If a line in the records below contains the word "position", copy it out.

= = = =

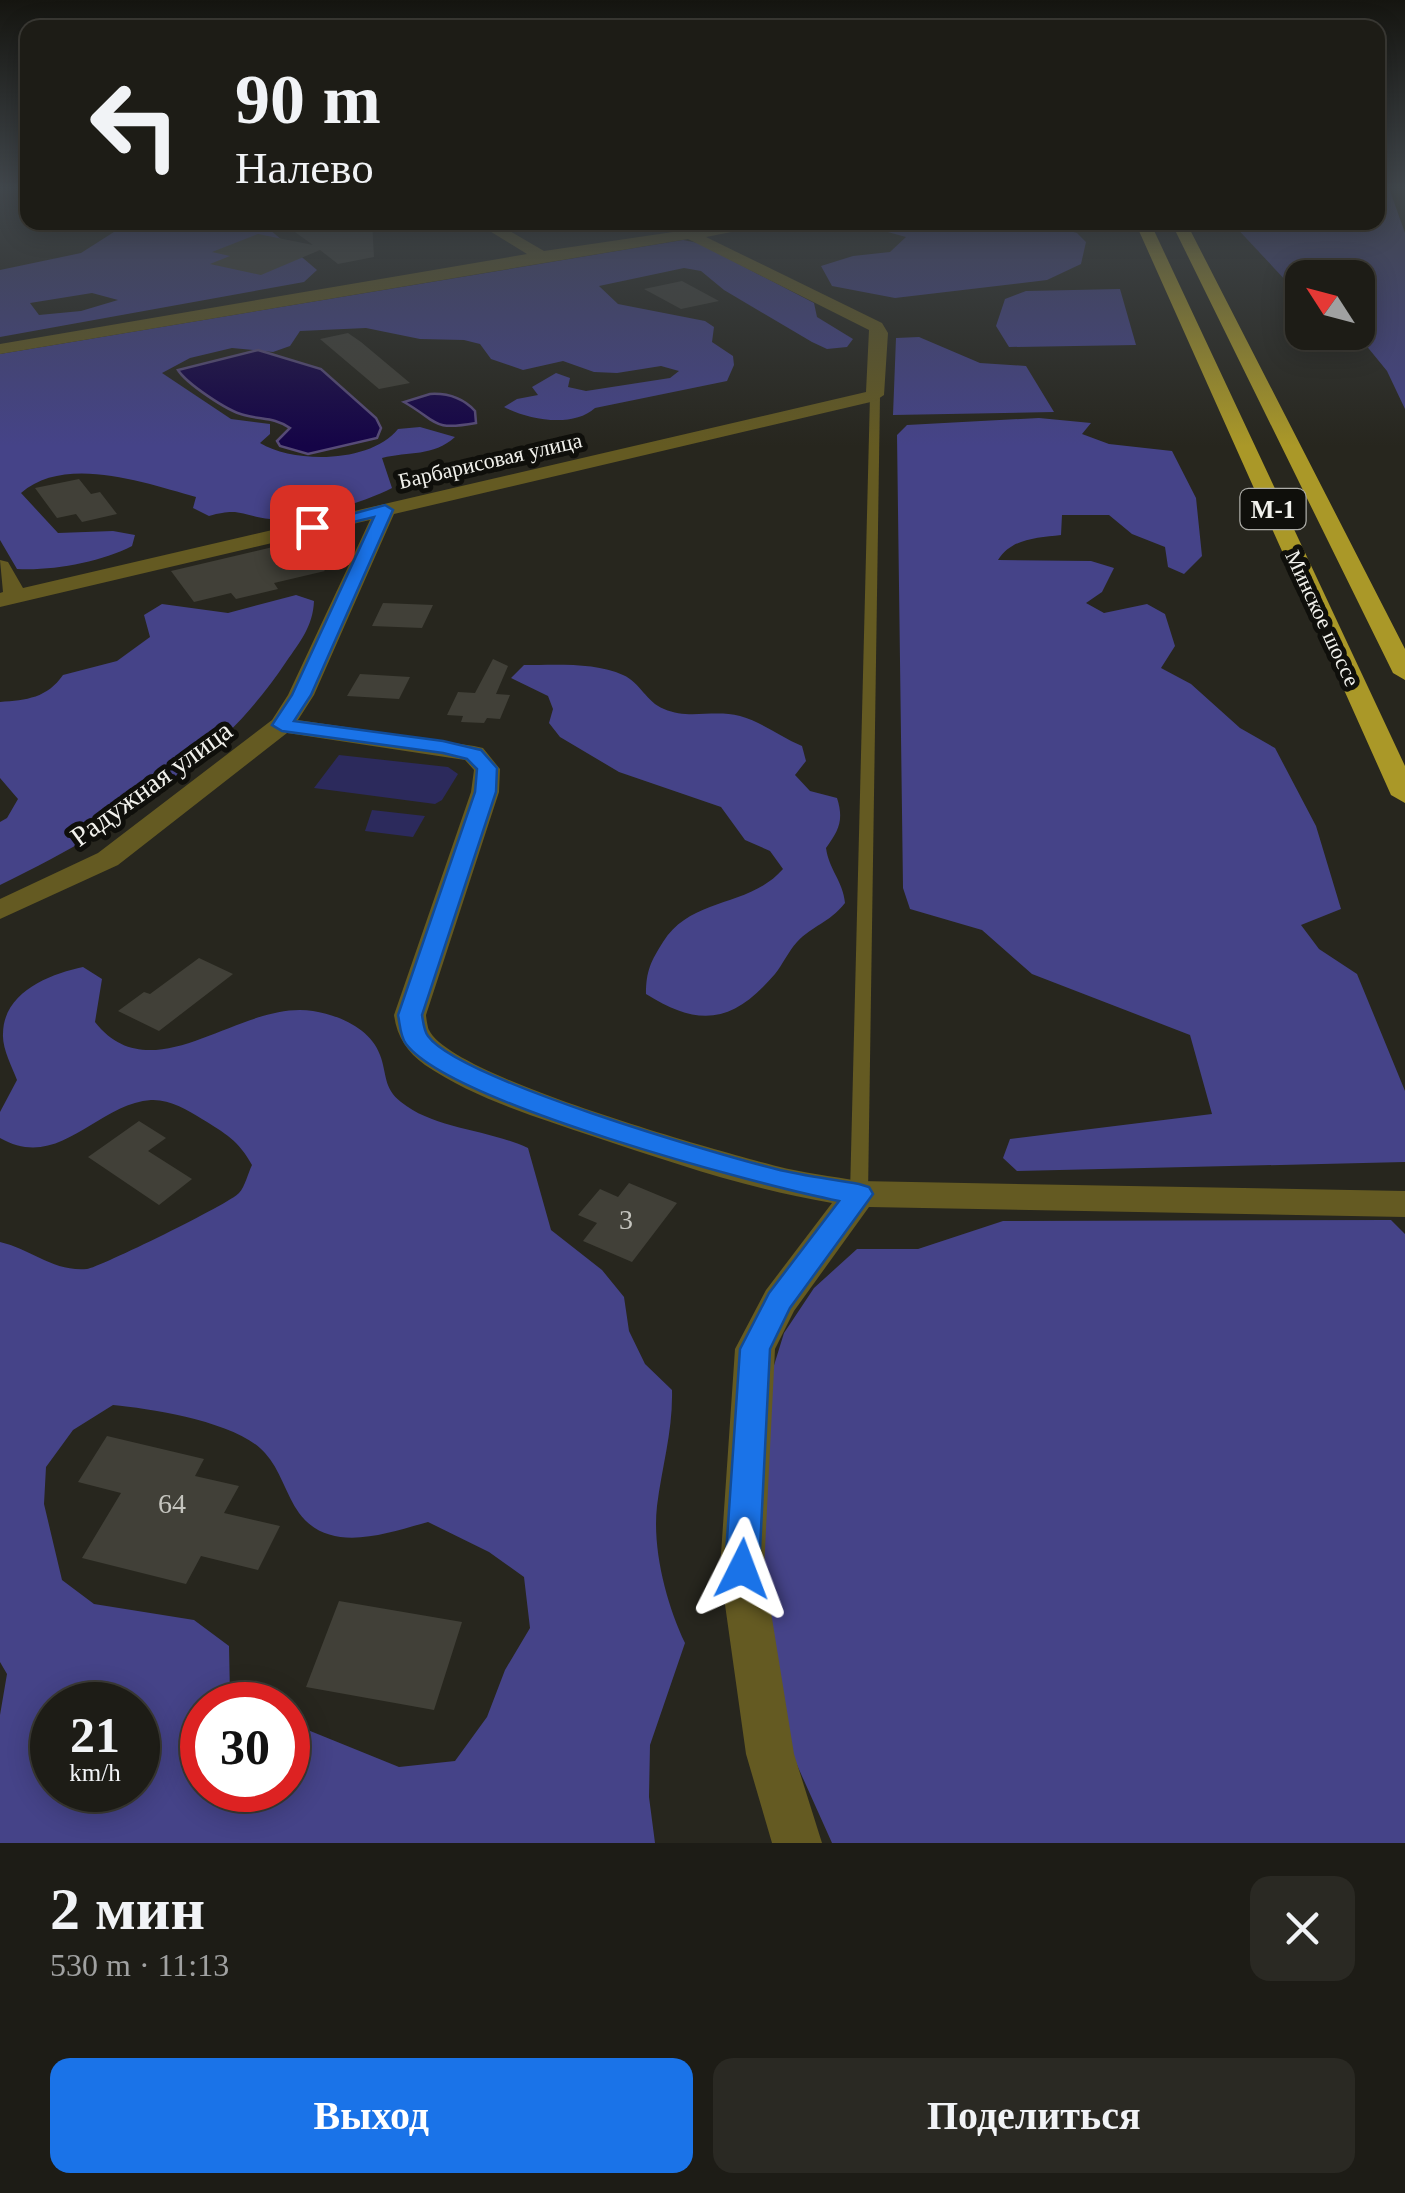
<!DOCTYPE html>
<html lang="ru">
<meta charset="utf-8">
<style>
:root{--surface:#1d1c16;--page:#2a2923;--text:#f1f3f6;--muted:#a0a1a1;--line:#3b3a35;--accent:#1a73e8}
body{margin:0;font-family:"Times New Roman",serif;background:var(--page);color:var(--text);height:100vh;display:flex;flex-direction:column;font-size:38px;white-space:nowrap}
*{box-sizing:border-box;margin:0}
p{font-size:32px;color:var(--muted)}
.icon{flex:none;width:55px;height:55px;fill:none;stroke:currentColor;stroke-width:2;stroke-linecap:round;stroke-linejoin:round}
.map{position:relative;height:1843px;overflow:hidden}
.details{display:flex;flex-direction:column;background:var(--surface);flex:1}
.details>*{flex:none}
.banner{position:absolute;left:20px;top:20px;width:1365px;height:210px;border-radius:20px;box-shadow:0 5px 25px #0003,0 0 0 2px var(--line);background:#1d1c16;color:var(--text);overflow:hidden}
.needle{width:65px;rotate:306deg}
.fabs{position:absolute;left:1285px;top:260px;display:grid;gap:20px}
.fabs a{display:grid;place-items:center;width:90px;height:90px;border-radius:20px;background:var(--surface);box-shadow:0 5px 25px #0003,0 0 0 2px var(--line);font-size:50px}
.speed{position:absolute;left:30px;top:1682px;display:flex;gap:20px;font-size:50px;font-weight:700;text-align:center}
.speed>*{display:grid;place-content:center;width:130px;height:130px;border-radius:50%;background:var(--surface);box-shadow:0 5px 25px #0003,0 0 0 2px var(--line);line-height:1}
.speed small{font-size:25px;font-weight:400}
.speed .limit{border:15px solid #d22;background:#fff;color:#111}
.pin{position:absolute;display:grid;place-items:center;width:85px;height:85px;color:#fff;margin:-42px;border-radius:20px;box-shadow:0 5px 15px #0006}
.me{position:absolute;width:110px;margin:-55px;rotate:3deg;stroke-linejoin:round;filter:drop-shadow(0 0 8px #0008)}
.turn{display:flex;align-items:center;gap:35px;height:210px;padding:0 50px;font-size:45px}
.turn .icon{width:130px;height:130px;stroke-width:2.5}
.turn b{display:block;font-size:70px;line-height:85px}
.round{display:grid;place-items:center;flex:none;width:105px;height:105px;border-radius:20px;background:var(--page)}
.head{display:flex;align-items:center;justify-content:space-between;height:170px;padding:0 50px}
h1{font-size:60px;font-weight:700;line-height:75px}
.cta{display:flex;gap:20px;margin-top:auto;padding:20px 50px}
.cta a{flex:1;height:115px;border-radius:20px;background:var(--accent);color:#fff;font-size:40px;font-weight:700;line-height:115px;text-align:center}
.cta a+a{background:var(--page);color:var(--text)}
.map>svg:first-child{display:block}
.green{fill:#2c2a5c}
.forest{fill:#454388;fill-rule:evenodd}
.water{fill:#150447;stroke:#574b78;stroke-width:2.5}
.building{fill:#414038}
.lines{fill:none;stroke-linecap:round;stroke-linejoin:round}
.service{fill:#645a22;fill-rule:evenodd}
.minor{fill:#645a22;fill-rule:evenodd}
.trunk{fill:#aa9828;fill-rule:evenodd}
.route{fill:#1a73e8;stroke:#114b97;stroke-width:2.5}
.labels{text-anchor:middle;stroke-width:10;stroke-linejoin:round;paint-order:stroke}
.far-street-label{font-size:22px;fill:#f1f1ec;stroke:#0f0f0b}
.shield{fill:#0f0f0b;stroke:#adada8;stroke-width:2.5}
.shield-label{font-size:25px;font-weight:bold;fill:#f1f1ec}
.street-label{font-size:28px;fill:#f1f1ec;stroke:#0f0f0b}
.near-number-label{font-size:28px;fill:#c5c5bf}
</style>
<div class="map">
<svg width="1405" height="1843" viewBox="0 0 1405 1843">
<rect width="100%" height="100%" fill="#27261e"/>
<path class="green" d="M339,755L448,767L458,774L442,800L435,804L314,788Z
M372,810L425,816L413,837L365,831Z"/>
<path class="forest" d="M1378,188H1389L1405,233V409L1387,371L1356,333L1358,278H1302V298L1232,223L1378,222Z
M128,223H243L269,229L317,270L304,282L0,337V270L81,253ZM92,293L118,300L81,311L39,315L30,303Z
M855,223H1041L1077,233L1086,242L1081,264L1047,280L895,298L832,286L821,266L853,256L890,252L906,237Z
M683,240L698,243L814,303L817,317L853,339L847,347L827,349L812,342L724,290L701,271L684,268L599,286L618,304L705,321L714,327L712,342L733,356L734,365L727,381L595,408C573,428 529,420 504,407L517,399L538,395L532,387L556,373L570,378L568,387L586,391L670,378L679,371L661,366L617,373L594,372L563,361L523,370L491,359L480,344L464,340L420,339L366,328L300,331L290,346L273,352L232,348L190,358L162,373L231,419L270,424V434L260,443C295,464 371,463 398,429L420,427L455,437C433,457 409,451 382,458L392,488C365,502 299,523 270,519C241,516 241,507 209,516L193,508L196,497C146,483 65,454 21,493L58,533L113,531L135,535L132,546C101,562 53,571 17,569L0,540V354Z
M1120,289L1136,345L1009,347L996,326L1005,299L1026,291Z
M919,337L980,363L1026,366L1054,412L893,415L896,338Z
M1039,418L1091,423L1082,434L1109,444L1172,451L1196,498L1202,556L1184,574L1168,567L1165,547L1132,534L1109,515H1062L1061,535C1037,538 1012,538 998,560L1091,561L1114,568L1102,592L1086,603L1104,613L1147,604L1165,614L1175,646L1161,668L1191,684L1240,728L1275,748L1316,826L1341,909L1301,925L1319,949L1357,974L1405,1091V1162L1017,1171L1003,1158L1010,1139L1212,1114L1190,1035L1032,974L982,930L910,909L903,888L897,435L907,425Z
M296,595L314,601C313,626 300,642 286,662C219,764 108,833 0,885V822L7,818L18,799L0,778V702C27,700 47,698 63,675L117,661L150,637L144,615L162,604L228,613Z
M524,665C554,665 596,662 623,675C641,683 646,702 664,709C689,720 713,709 740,716C762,722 780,737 802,746L806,761L795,775L810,791L837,798C844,820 839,830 826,848C829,870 843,881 845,903C828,924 813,925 797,942C788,952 783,964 775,974C733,1023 700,1028 646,994C646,971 651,961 663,942C692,896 749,908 783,869L770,851L745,840L721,807L619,772L560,737L549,723L553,709L548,696L511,678Z
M83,967L102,979L95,1022C153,1096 240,999 313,1011C339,1015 371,1029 380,1055C387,1073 383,1088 401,1102C434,1129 487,1129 528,1148L551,1230L602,1270L624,1297L629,1331L645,1364L672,1390C673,1431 662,1466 657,1506C652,1550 667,1605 685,1643L650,1745L649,1797L655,1843H0V1715L7,1674L0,1662V1242C31,1249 53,1272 87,1269C98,1268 231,1203 239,1193C245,1187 248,1173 252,1165C239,1141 225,1133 202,1119C188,1110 169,1099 151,1100C96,1104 59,1172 0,1138V1112L17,1080C12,1067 2,1048 3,1034C3,992 50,974 83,967ZM113,1405C153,1409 238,1422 265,1453C280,1469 286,1495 299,1513C330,1555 387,1533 428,1522L489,1552L524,1577L530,1628L505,1670L487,1717L455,1761L399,1767L288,1722V1790H202V1705H249L230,1696L229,1646L194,1620L94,1604L62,1580L44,1504L46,1467L73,1430ZM138,1705V1790H52V1705Z
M1391,1220L1405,1234V1843H832L793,1756L755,1614L767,1388L784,1333L814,1288L857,1249H918L1003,1221Z"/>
<path class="water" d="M258,350L321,369L376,418L381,428L377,438L308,454L280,446L277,441L290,428C274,417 262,420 244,415C227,411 186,383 178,370Z
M430,394C447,393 463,398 475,411L476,423C431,431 439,422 404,402Z"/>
<path class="building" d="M281,222H372L374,257L338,264L320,250L261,275L210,264L230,256L212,252L258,234L313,245Z
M682,281L719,301L681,309L644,289Z
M348,333L361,342L410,383L379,389L320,339Z
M79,479L91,494L100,492L117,514L82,522L76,514L57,518L35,488Z
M298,541L325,571L274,583L278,589L236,599L231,593L194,602L171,571Z
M383,603L433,605L422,628L372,626Z
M493,659L508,666L496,694L510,695L500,719L487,718L484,723L461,722L463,716L447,715L458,692L475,693Z
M360,674L410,677L399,699L347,696Z
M199,958L233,974L159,1031L118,1011L144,992L150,994Z
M139,1121L166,1138L148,1151L192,1179L159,1205L88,1157Z
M629,1183L677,1203L632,1262L583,1241L597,1223L578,1215L600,1189L618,1197Z
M107,1436L204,1459L195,1476L239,1486L224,1513L280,1526L258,1570L201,1556L186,1584L82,1558L121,1493L78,1482Z
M339,1601L462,1622L434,1710L306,1687Z"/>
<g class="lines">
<path class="service" d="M875,392L880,395L868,1194L865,1199L859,1201L853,1199L850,1194L870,395Z"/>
<path class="minor" d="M475,222H494L544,251L741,222H782L706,237L882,323L888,333L884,395L875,401L394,514L314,695L298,720L474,746L483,748L500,769L499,792L426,1015C426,1017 428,1029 429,1030C451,1077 718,1151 776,1166C803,1173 831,1176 859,1181L1405,1191V1217L869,1207L794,1311L775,1349L764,1569L794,1754L822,1843H772L746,1754L720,1569L735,1349L766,1290L832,1203C752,1190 673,1163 595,1137C539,1118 475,1099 425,1065C407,1052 397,1037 394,1015L471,792L474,770L465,760L287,733L118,865L0,919V899L98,853L272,720L288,695L370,520L0,607V593L3,592L0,560L8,562L23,588L866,392L869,330L688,239L0,354V344L527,254Z"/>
<path class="trunk" d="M1135,222H1150L1405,766V803L1391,795Z
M1171,222H1186L1405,649V680L1393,673Z"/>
</g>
<linearGradient id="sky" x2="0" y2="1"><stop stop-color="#151510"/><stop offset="0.42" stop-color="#41474c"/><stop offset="1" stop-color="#41474c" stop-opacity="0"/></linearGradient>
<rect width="1405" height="446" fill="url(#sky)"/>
<path class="route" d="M385,505L393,510L311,695L294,721L443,741L481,750L497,768L496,792L422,1015C423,1021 424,1031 428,1036C459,1079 716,1154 776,1169C803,1176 832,1179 859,1184L869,1187L873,1194L790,1308L770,1349L759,1569L754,1580L742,1584L730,1580L725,1569L740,1349L769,1293L839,1201C758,1185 451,1103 406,1044C400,1036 400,1024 398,1015L475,792L477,769L467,759L443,753L282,731L272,725L292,695L374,517L312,532L304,527Z"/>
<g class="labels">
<g class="far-street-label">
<text transform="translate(490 460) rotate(-13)" y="8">Барбарисовая улица</text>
<text transform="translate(1323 618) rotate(65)" y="8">Минское шоссе</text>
</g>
<rect class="shield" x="1240.5" y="489" width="65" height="40" rx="8"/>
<g class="shield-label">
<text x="1273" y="518">М-1</text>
</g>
<g class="street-label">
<text transform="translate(151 783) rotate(-36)" y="10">Радужная улица</text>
</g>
<g class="near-number-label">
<text x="626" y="1229">3</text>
<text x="172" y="1513">64</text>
</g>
</g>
</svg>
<div class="fabs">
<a><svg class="needle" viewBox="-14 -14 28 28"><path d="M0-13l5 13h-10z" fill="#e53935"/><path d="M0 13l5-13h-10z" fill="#a0a1a1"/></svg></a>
</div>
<div class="speed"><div>21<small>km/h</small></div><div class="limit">30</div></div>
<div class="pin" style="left:312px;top:527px;background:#d93025"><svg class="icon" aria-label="arrive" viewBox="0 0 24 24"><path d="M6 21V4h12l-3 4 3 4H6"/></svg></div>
<svg class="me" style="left:742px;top:1569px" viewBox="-20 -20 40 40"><path d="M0-17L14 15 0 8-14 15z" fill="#1a73e8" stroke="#fff" stroke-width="4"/></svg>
<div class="banner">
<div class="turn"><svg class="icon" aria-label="left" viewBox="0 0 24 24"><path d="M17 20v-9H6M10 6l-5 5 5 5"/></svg><div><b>90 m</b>Налево</div></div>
</div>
</div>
<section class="details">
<div class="head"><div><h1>2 мин</h1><p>530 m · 11:13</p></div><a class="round"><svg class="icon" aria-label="close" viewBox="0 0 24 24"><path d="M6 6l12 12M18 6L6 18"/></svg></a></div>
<div class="cta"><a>Выход</a><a>Поделиться</a></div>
</section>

= = = =

- **Completed task**
.map{position:relative;height:1843px;overflow:hidden}
.banner{position:absolute;left:20px;top:20px;width:1365px;height:210px;border-radius:20px;box-shadow:0 5px 25px #0003,0 0 0 2px var(--line);background:#1d1c16;color:var(--text);overflow:hidden}
.fabs{position:absolute;left:1285px;top:260px;display:grid;gap:20px}
.speed{position:absolute;left:30px;top:1682px;display:flex;gap:20px;font-size:50px;font-weight:700;text-align:center}
.pin{position:absolute;display:grid;place-items:center;width:85px;height:85px;color:#fff;margin:-42px;border-radius:20px;box-shadow:0 5px 15px #0006}
.me{position:absolute;width:110px;margin:-55px;rotate:3deg;stroke-linejoin:round;filter:drop-shadow(0 0 8px #0008)}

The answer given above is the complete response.